Every line that contains the word "above" should be copied from the records below.

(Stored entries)
━━━━━━━━━━━━━━━━
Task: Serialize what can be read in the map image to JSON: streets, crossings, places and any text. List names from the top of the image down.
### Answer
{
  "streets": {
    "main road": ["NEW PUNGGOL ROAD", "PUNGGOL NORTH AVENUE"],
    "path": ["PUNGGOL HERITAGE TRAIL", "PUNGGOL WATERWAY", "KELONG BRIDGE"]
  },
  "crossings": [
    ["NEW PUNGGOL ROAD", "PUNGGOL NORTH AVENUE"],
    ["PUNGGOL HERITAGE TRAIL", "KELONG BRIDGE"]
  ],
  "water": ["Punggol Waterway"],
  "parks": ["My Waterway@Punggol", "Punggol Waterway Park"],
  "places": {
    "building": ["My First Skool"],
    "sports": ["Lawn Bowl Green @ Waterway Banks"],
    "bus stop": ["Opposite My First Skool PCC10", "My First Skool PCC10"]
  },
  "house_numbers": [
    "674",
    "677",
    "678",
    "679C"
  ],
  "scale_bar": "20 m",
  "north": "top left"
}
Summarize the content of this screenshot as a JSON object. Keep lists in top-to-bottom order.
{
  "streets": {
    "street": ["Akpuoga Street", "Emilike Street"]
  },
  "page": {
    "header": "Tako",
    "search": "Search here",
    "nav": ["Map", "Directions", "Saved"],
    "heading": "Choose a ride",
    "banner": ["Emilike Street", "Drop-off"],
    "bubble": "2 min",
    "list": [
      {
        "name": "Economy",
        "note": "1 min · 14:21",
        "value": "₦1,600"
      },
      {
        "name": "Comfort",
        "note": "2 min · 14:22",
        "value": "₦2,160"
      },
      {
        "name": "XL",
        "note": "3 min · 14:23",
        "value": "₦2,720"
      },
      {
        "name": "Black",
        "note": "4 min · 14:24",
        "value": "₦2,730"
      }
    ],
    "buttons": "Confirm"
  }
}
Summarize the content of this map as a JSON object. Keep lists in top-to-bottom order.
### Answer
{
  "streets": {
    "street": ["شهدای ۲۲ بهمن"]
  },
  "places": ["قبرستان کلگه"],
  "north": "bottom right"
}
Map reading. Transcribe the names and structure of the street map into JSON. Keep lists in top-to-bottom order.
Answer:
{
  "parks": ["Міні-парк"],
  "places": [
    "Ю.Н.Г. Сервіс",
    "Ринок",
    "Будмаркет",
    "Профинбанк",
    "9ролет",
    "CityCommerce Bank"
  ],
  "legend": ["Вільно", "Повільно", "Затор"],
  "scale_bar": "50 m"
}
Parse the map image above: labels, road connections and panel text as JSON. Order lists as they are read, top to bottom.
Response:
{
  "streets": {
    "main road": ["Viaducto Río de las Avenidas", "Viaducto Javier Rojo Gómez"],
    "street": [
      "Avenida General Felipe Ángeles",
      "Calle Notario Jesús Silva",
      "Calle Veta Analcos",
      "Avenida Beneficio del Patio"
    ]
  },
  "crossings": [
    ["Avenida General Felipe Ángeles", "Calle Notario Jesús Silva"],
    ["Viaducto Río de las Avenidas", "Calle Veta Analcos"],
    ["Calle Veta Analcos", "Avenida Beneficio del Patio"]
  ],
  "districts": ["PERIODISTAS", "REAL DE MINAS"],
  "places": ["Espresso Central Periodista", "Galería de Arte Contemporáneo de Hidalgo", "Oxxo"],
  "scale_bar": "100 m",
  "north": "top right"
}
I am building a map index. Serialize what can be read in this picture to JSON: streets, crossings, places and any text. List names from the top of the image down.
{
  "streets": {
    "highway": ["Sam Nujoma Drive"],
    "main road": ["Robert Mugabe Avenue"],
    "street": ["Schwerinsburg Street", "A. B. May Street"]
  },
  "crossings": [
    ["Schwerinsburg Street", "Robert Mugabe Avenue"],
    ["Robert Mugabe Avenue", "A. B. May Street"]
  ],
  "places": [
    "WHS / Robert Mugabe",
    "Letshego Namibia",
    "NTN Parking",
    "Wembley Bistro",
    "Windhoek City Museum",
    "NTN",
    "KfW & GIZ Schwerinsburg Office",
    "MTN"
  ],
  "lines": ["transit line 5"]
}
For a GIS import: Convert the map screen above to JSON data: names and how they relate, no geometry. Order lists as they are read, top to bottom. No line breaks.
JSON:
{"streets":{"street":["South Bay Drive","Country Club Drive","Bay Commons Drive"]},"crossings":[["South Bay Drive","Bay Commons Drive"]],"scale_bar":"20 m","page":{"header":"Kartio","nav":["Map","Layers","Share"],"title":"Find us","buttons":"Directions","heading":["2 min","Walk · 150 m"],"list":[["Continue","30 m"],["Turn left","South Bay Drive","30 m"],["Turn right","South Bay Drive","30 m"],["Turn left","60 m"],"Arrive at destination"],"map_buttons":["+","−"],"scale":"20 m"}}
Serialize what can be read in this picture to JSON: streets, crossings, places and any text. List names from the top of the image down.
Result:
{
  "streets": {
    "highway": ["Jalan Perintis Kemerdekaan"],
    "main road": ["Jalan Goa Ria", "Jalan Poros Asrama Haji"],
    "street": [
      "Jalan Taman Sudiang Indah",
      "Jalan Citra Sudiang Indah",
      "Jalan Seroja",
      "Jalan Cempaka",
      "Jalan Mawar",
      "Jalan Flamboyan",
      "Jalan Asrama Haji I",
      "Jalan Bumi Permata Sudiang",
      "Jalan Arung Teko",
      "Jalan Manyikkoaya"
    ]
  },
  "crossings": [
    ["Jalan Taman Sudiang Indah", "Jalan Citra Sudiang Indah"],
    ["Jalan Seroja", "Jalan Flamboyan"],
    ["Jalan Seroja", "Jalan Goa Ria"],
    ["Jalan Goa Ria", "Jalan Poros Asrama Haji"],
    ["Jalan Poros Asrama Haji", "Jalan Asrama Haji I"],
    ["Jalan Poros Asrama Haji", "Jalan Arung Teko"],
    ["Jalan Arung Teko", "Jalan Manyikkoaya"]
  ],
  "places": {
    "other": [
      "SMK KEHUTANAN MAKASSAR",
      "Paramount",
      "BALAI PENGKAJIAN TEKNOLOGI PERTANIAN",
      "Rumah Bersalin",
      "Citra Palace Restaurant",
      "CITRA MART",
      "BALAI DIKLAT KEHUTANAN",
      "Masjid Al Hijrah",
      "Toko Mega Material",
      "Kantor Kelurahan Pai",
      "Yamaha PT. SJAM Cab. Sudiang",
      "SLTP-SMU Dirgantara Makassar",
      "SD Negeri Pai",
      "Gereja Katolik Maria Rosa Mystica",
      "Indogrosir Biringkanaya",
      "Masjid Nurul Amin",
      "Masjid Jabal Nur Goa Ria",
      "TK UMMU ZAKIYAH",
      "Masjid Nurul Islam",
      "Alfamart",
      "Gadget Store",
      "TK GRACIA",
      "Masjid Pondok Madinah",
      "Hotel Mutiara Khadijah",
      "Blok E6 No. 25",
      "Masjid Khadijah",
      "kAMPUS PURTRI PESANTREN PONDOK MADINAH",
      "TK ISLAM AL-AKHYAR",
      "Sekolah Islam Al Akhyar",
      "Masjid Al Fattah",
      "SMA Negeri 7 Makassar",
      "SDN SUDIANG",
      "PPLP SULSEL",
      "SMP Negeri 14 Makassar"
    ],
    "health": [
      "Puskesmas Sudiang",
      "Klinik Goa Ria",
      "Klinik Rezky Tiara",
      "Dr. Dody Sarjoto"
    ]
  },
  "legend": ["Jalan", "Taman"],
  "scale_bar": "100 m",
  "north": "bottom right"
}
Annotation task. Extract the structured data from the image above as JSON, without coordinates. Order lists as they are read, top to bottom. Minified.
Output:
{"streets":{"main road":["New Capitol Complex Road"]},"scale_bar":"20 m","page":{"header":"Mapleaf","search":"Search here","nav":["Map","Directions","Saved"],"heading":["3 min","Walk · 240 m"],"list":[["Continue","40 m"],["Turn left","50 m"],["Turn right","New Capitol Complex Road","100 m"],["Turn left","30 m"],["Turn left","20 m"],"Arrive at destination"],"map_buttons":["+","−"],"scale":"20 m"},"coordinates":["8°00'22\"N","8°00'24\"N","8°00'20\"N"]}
━━━━━━━━━━━━━━━━
■ **Written solution**:
Parse the map image above: labels, road connections and panel text as JSON. Order lists as they are read, top to bottom.
For a GIS import: Convert the map screen above to JSON data: names and how they relate, no geometry. Order lists as they are read, top to bottom. No line breaks.
Annotation task. Extract the structured data from the image above as JSON, without coordinates. Order lists as they are read, top to bottom. Minified.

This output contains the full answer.